= JVIS =

JVIS is an automotive electronics and accessories supplier based in Michigan.

==Open Dots==

Three contacts of an Open Dots receiver are arranged at approximately 120 degrees separation along the circumference of a circle of approximately one centimeter radius, with a fourth contact at its center.

Open Dots is a conductive charging specification that was promoted by the Open Dots Alliance, a 501(c)(6) non-profit organization, which was formed by JVIS in 2015 and appears to be inactive since 2018. The technology has been available since 2009 in various JVIS products.

An Open Dots receiver, which can be a phone case, has three contacts arranged 120 degrees apart on the circumference of a circle of one-centimeter (two-fifths of an inch) radius, and a fourth contact at its center.
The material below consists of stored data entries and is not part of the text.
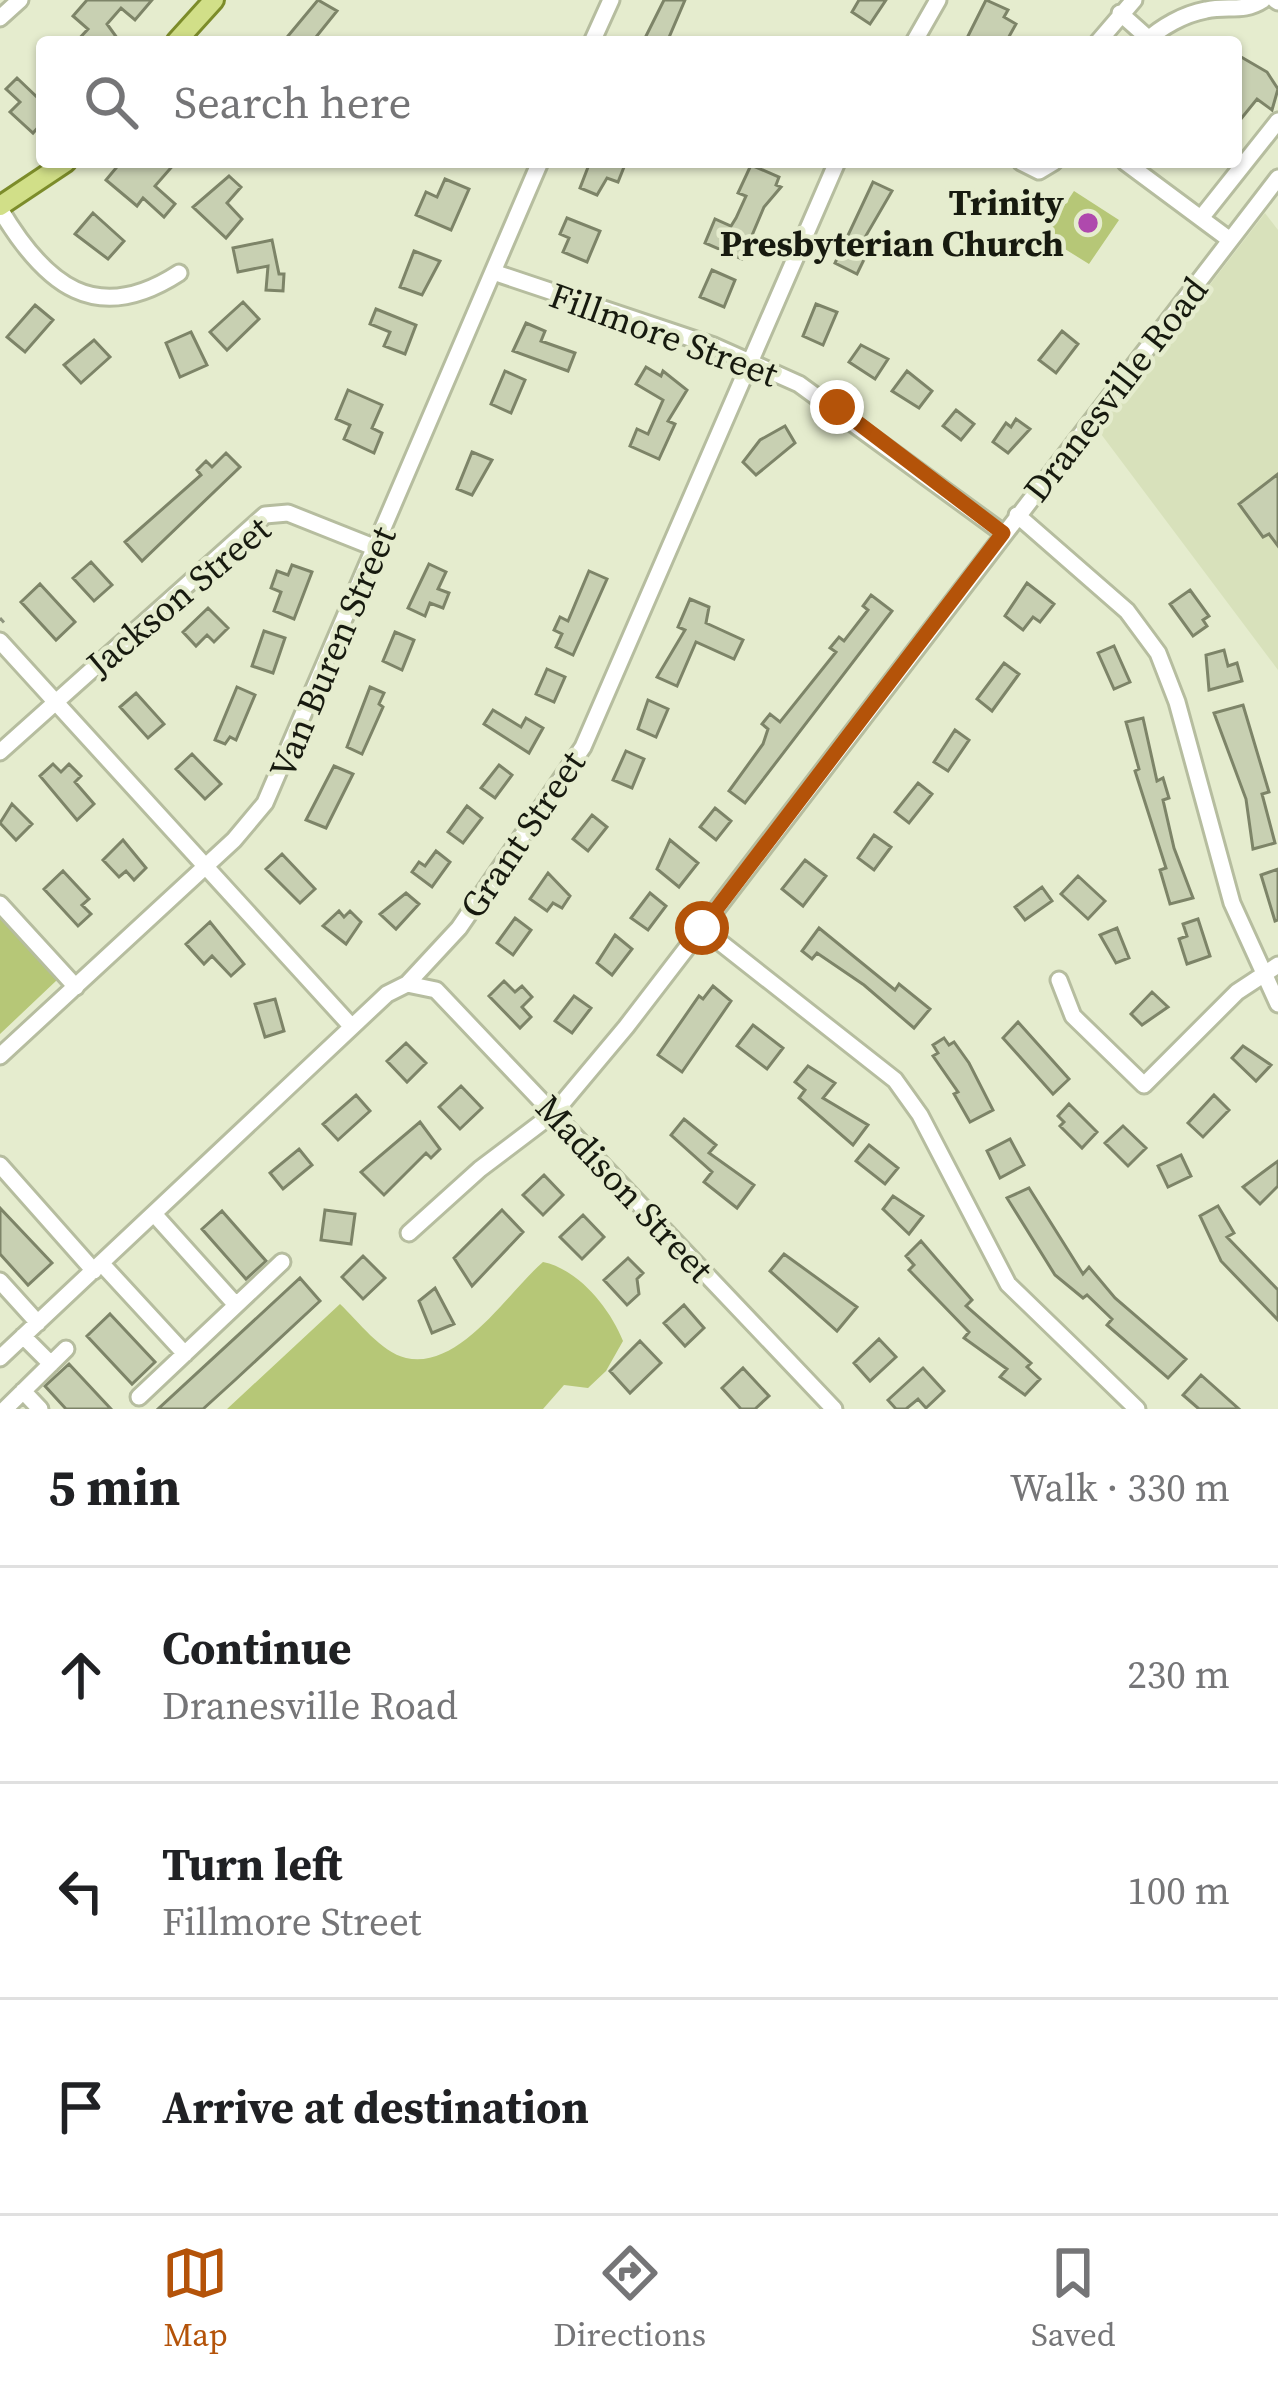 <!DOCTYPE html>
<meta charset="utf-8">
<style>
:root{--surface:#fff;--page:#f2f2f2;--text:#202124;--muted:#757577;--line:#e0e0e0;--accent:#b45309}
body{margin:0;font-family:"Source Serif 4",serif;background:var(--page);color:var(--text)}
.stop{position:absolute;width:36px;height:36px;margin:-27px;border:9px solid #b45309;border-radius:50%;background:#fff}
.stop.end{background:#b45309;border-color:#fff;box-shadow:0 3px 12px #0008}
.list{margin:0;padding:0;list-style:none}
h2{display:flex;justify-content:space-between;align-items:center;height:156px;margin:0;padding:0 48px;font-size:51px}
h2 small{font-size:39px;font-weight:400;color:var(--muted)}
.list li{display:grid;grid-template-columns:78px 1fr auto;gap:36px;align-items:center;box-sizing:border-box;height:216px;padding:0 48px;border-top:3px solid var(--line)}
.list b{display:block;font-size:45px;white-space:nowrap}
.list p{margin:0;font-size:39px;white-space:nowrap;color:var(--muted)}
.list em{font-size:39px;font-style:normal;color:var(--muted)}
.icon{flex:none;width:66px;height:66px;fill:none;stroke:currentColor;stroke-width:2;stroke-linecap:round;stroke-linejoin:round}
.map{position:relative;flex:none;width:1278px;height:1409px;overflow:hidden}
.search{position:absolute;background:var(--surface);box-shadow:0 3px 9px #0004;left:36px;right:36px;top:36px;height:132px;display:flex;align-items:center;gap:30px;box-sizing:border-box;padding:0 42px;border-radius:12px;color:var(--muted);font-size:45px}
.sheet{height:804px;background:var(--surface)}
nav{display:flex;justify-content:space-around;align-items:center;box-sizing:border-box;height:168px;border-top:3px solid var(--line);background:var(--surface);font-size:33px;color:var(--muted)}
nav a{display:grid;justify-items:center;gap:6px}
nav .on{color:var(--accent)}
.map>svg:first-child{display:block}
.built{fill:#d8e1bb}
.green{fill:#b6c777}
.building{fill:#c8d0b2;stroke:#7d8468;stroke-width:3}
.lines{fill:none;stroke-linecap:round;stroke-linejoin:round}
.minor-casing{stroke:#b6bd9f;stroke-width:21}
.major-casing{stroke:#7c8c2a;stroke-width:24}
.path{stroke:#8f957e;stroke-width:3;stroke-dasharray:6 9;stroke-linecap:butt}
.minor{stroke:#fff;stroke-width:15}
.major{stroke:#d1df88;stroke-width:18}
.route{stroke:#b45309;stroke-width:15}
.poi-dot{fill:#af49ad;stroke:#e5ecce;stroke-width:4.5}
.labels{text-anchor:middle;stroke-width:9;stroke-linejoin:round;paint-order:stroke}
.poi-label{font-size:36px;font-weight:bold;fill:#171a0f;stroke:#e5ecce;text-anchor:end}
.street-label{font-size:36px;fill:#171a0f;stroke:#e5ecce}
</style>
<div class="map">
<svg width="1278" height="1409" viewBox="0 0 1278 1409">
<rect width="100%" height="100%" fill="#e5ecce"/>
<path class="built" d="M1265,213L1278,230V670L1098,430Z"/>
<path class="green" d="M1074,191L1119,220L1089,264L1044,236Z
M0,915L57,980L0,1034Z
M543,1262C578,1269 610,1308 623,1341L606,1371L588,1388L564,1385L543,1409H227L340,1304C358,1321 381,1352 406,1358C460,1370 508,1292 543,1262Z"/>
<path class="building" d="M87,0H152L135,20L121,8L107,24L120,42H76L88,29L73,16Z
M318,0L337,11L312,42H283Z
M664,0H685L667,42H654L645,38Z
M859,0H886L870,24L852,12Z
M986,0L1008,10L1004,17L1016,24L1006,42H965Z
M1236,54L1267,72L1278,89L1272,110L1257,99L1236,125Z
M17,78L42,102V123L33,133L10,112L20,102L6,89Z
M121,162H176L155,186L175,204L164,217L143,198L137,206L106,180Z
M590,162H626L618,182L607,178L597,195L580,188Z
M751,165L779,177L776,185L781,187L764,207L742,259L705,243L715,219L731,226L736,218L746,196L738,193Z
M229,176L241,187L227,203L242,219L226,238L193,207Z
M445,179L469,189L451,230L416,215L426,192L437,197Z
M873,182L892,191L864,239L872,243L857,274L835,263Z
M93,213L124,241L108,259L75,234Z
M567,218L600,231L587,262L563,252L569,238L560,234Z
M272,240L279,274H284L283,291L266,290L268,266L238,272L233,248Z
M414,251L440,261L422,295L400,287Z
M712,270L735,280L724,307L700,297Z
M243,302L259,319L227,350L210,332Z
M816,304L837,312L823,345L803,336Z
M35,305L53,320L25,352L7,337Z
M376,309L416,325L405,354L384,346L390,332L370,324Z
M526,323L545,331L541,341L575,353L568,371L513,351Z
M1062,331L1078,344L1056,373L1039,360Z
M191,332L207,365L180,377L166,343Z
M94,340L110,357L81,383L64,365Z
M861,345L888,359L875,379L849,362Z
M646,367L661,376L663,371L687,390L668,421L675,424L659,459L630,446L637,429L648,434L663,400L636,384Z
M505,371L525,380L511,413L491,404Z
M907,371L932,391L919,408L892,391Z
M348,390L382,405L372,428L382,433L374,453L344,439L350,425L336,419Z
M956,410L974,424L961,440L943,426Z
M1016,419L1030,429L1008,453L993,442L1006,423L1011,427Z
M785,426L795,443L756,475L743,462L760,440Z
M472,452L492,460L472,495L457,489Z
M226,453L240,467L142,561L125,542L201,475L197,470L206,461L212,467Z
M1278,474V546L1269,534L1263,537L1239,504Z
M91,562L112,585L94,601L73,578Z
M429,564L446,572L438,589L449,593L443,608L430,603L425,616L408,608Z
M292,565L312,572L294,619L274,611L281,592L271,588L277,571L288,575Z
M589,571L607,579L573,655L556,647L562,634L554,630L560,617L568,621Z
M1027,583L1054,604L1040,622L1033,617L1023,630L1005,616Z
M40,584L75,622L56,640L21,602Z
M1190,590L1209,616L1203,620L1207,626L1193,636L1170,604Z
M871,595L892,611L745,803L729,791L763,744L768,729L762,724L770,714L780,722L836,652L830,648L839,637L844,641L868,610L863,606Z
M690,599L709,607L706,623L743,640L734,659L696,642L677,686L657,677L685,630L678,627Z
M208,608L228,628L214,642L207,635L196,646L183,632Z
M264,631L285,638L273,673L252,666Z
M395,632L414,640L402,670L383,661Z
M1114,646L1130,682L1114,689L1098,653Z
M1224,650L1228,666L1237,663L1242,681L1209,690L1206,655Z
M1004,663L1019,674L992,711L977,699Z
M547,669L565,677L554,702L536,694Z
M237,687L255,695L236,740L230,737L225,744L215,740Z
M370,687L384,693L379,704L383,707L362,754L347,747Z
M136,693L164,724L148,738L120,707Z
M648,700L668,709L656,737L638,729Z
M1243,705L1269,792L1262,794L1275,843L1253,849L1246,799L1214,713Z
M493,710L521,727L526,718L543,728L529,753L484,724Z
M1143,718L1157,781L1163,778L1169,798L1163,800L1174,848L1193,898L1170,904L1160,870L1166,868L1135,771L1139,769L1126,722Z
M955,730L969,740L948,771L934,762Z
M626,751L644,759L632,788L613,780Z
M192,754L221,784L205,799L176,769Z
M53,764L61,772L69,764L81,776L75,782L94,804L77,820L40,776Z
M499,765L512,775L495,798L481,788Z
M334,766L353,774L326,828L306,820Z
M918,783L932,794L909,823L895,812Z
M12,804L32,824L16,840L0,823Z
M467,806L482,818L463,843L448,832Z
M715,808L731,821L716,840L700,827Z
M592,815L607,827L588,851L573,839Z
M874,835L891,847L874,870L858,858Z
M123,840L146,868L134,880L126,871L119,877L103,860Z
M670,840L698,863L679,887L657,869Z
M436,851L450,862L432,887L412,872L419,862L425,866Z
M282,854L315,889L300,903L266,869Z
M805,860L826,876L803,906L782,889Z
M1278,869V920L1275,921L1261,875Z
M63,871L89,899L82,905L91,914L78,926L44,889Z
M548,873L570,896L562,908L553,903L547,911L530,899Z
M1078,876L1105,901L1088,919L1061,894Z
M1042,887L1052,901L1025,920L1015,907Z
M406,893L419,904L396,929L380,914Z
M650,893L666,906L648,930L631,918Z
M339,911L344,917L350,911L361,922L346,944L323,926Z
M515,918L531,930L513,955L497,943Z
M1198,919L1210,956L1187,964L1179,939L1187,936L1183,924Z
M210,922L244,964L231,976L212,956L204,964L186,944Z
M819,928L895,990L899,984L930,1009L914,1028L864,985L817,953L812,959L802,951Z
M1117,928L1129,958L1116,963L1100,935Z
M615,935L632,949L612,975L597,963Z
M504,981L515,992L522,986L532,997L522,1007L531,1017L520,1028L489,996Z
M713,986L731,1001L682,1072L658,1055L699,996L703,999Z
M1152,992L1168,1007L1142,1025L1131,1014Z
M574,996L591,1008L572,1033L555,1021Z
M275,999L284,1031L265,1037L255,1004Z
M1018,1022L1069,1079L1053,1094L1003,1038Z
M753,1025L783,1048L767,1069L737,1046Z
M944,1038L949,1045L954,1042L969,1063L993,1110L970,1122L954,1094L958,1092L933,1056L938,1053L933,1045Z
M406,1043L426,1063L407,1082L387,1061Z
M1243,1046L1271,1065L1256,1081L1232,1058Z
M808,1066L835,1083L823,1098L868,1125L853,1145L799,1098L805,1090L795,1082Z
M461,1086L482,1108L460,1129L439,1107Z
M356,1095L370,1111L338,1140L323,1124Z
M1214,1095L1229,1110L1203,1137L1188,1123Z
M1069,1104L1097,1132L1082,1148L1060,1126L1064,1122L1058,1116Z
M684,1119L716,1145L709,1153L754,1185L737,1208L704,1182L712,1172L671,1135Z
M420,1122L440,1149L431,1158L426,1153L384,1195L361,1172Z
M1123,1126L1146,1148L1128,1166L1105,1143Z
M1010,1139L1024,1165L1000,1178L987,1151Z
M869,1145L898,1168L885,1184L856,1161Z
M299,1149L312,1165L283,1189L270,1173Z
M1181,1155L1191,1176L1168,1187L1158,1166Z
M1278,1161V1186L1260,1204L1243,1187Z
M544,1175L563,1195L543,1215L523,1195Z
M1029,1188L1083,1274L1089,1267L1115,1298L1186,1359L1168,1378L1107,1325L1112,1319L1087,1295L1083,1298L1055,1275L1007,1198Z
M893,1196L923,1216L909,1234L883,1209Z
M1218,1206L1234,1233L1227,1237L1278,1290V1320L1221,1261L1200,1216Z
M0,1208L52,1263L28,1285L0,1254Z
M325,1210L355,1214L351,1244L321,1240Z
M502,1210L523,1232L472,1286L454,1258Z
M222,1211L266,1261L246,1279L202,1229Z
M583,1215L604,1237L582,1259L560,1237Z
M921,1241L972,1300L966,1306L1031,1363L1027,1367L1040,1379L1025,1395L1000,1377L1007,1369L964,1338L969,1332L909,1270L914,1265L906,1256Z
M784,1254L857,1307L837,1331L770,1271Z
M363,1256L385,1278L363,1299L342,1277Z
M628,1258L643,1273L637,1279L639,1294L627,1305L604,1280Z
M300,1278L320,1301L235,1380L203,1409H158Z
M435,1288L454,1324L432,1333L419,1301Z
M684,1305L704,1328L685,1346L664,1323Z
M110,1314L155,1362L132,1384L87,1336Z
M879,1339L896,1357L870,1381L854,1363Z
M640,1341L661,1363L630,1393L610,1371Z
M69,1364L111,1409H66L45,1386Z
M743,1368L769,1396L755,1409H741L722,1388Z
M923,1368L944,1391L926,1408L918,1399L906,1409H896L888,1400Z
M1201,1375L1239,1409H1199L1183,1395Z"/>
<g class="lines">
<g class="minor-casing">
<path id="minor" d="M1275,0L1278,2
M1120,13L1148,38
M0,18L20,0
M592,42L611,0
M914,42L938,0
M1098,42L1134,0
M1145,42C1161,27 1184,14 1206,10C1228,5 1243,13 1263,0
M1021,162L1039,171L1054,162
M1125,162L1230,240
M0,209C45,285 96,327 179,273
M1201,218L1278,121
M493,272L714,346L799,384L1003,533
M1017,515L1127,611L1158,653L1177,702L1232,903L1278,1004
M0,641L352,1027
M0,752L265,515L288,513L376,548
M0,904L76,987
M702,928L895,1080L920,1115L1008,1284L1137,1409
M1059,980L1073,1016L1144,1085L1237,992L1278,965
M407,984L436,990L834,1409
M0,1056L234,840L265,803L540,162
M0,1165L94,1271
M155,1215L236,1305
M409,1233L480,1169L554,1113L626,1027L1278,178
M102,1264L185,1354
M0,1281L38,1323
M23,1336L51,1364
M0,1358L387,994L407,984L459,928L583,747L837,162
M23,1391L40,1409
M139,1397L282,1262
M5,1409L66,1349"/>
</g>
<g class="major-casing">
<path id="major" d="M176,42L214,0
M0,206L66,162"/>
</g>
<path class="path" d="M0,618L7,626"/>
<use href="#minor" class="minor"/>
<use href="#major" class="major"/>
</g>
<g class="lines">
<path class="route" d="M702,928L1003,533L837,407"/>
</g>
<circle class="poi-dot" cx="1088" cy="223" r="12"/>
<g class="labels">
<g class="poi-label">
<text x="1064" y="215">Trinity<tspan x="1064" dy="41">Presbyterian Church</tspan></text>
</g>
<g class="street-label">
<text transform="translate(664 334) rotate(20)" y="13">Fillmore Street</text>
<text transform="translate(1115 389) rotate(-52)" y="13">Dranesville Road</text>
<text transform="translate(178 596) rotate(-40)" y="13">Jackson Street</text>
<text transform="translate(332 652) rotate(-67)" y="13">Van Buren Street</text>
<text transform="translate(522 834) rotate(-56)" y="13">Grant Street</text>
<text transform="translate(625 1188) rotate(47)" y="13">Madison Street</text>
</g>
</g>
</svg>
<div class="stop" style="left:702px;top:928px"></div>
<div class="stop end" style="left:837px;top:407px"></div>
<div class="search"><svg class="icon" aria-label="search" viewBox="0 0 24 24"><circle cx="10" cy="10" r="6"/><path d="M15 15l6 6"/></svg>Search here</div>
</div>
<section class="sheet">
<h2>5 min<small>Walk · 330 m</small></h2>
<ul class="list">
<li><svg class="icon" aria-label="ahead" viewBox="0 0 24 24"><path d="M12 20V5M6 11l6-6 6 6"/></svg><div><b>Continue</b><p>Dranesville Road</p></div><em>230 m</em></li>
<li><svg class="icon" aria-label="left" viewBox="0 0 24 24"><path d="M17 20v-9H6M10 6l-5 5 5 5"/></svg><div><b>Turn left</b><p>Fillmore Street</p></div><em>100 m</em></li>
<li><svg class="icon" aria-label="arrive" viewBox="0 0 24 24"><path d="M6 21V4h12l-3 4 3 4H6"/></svg><div><b>Arrive at destination</b></div></li>
</ul>
</section>
<nav>
<a class="on"><svg class="icon" aria-label="map" viewBox="0 0 24 24"><path d="M3 6l6-2 6 2 6-2v14l-6 2-6-2-6 2zM9 4v14M15 6v14"/></svg>Map</a>
<a><svg class="icon" aria-label="directions" viewBox="0 0 24 24"><path d="M12 3l9 9-9 9-9-9zM9 14v-3h6M13 9l2 2-2 2"/></svg>Directions</a>
<a><svg class="icon" aria-label="saved" viewBox="0 0 24 24"><path d="M7 4h10v16l-5-4-5 4z"/></svg>Saved</a>
</nav>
An Open Dots charger, typically a charging pad, is a surface with a series of two or more approximately centimeter-wide strip-shaped contacts, spaced apart so an individual contact dot on the receiver cannot touch two pad contacts simultaneously. Adjacent rows of charging pad contacts have alternating polarities. When the surface of the receiver is placed on the surface of an Open Dots charging pad, the contacts are spaced such that the array of receiver contacts is always spanning a pair of charger contacts. The system can thus form an electrical circuit in any angular orientation, allowing the user to simply place their device on a charging pad to start charging.

In May 2015, the alliance stated that the Open Dots standard was adapted for use in 12 vehicle models across five major automotive brands – Ford, Chrysler, RAM, Dodge, and Scion. Phone case maker Incipio was mentioned as making compatible products.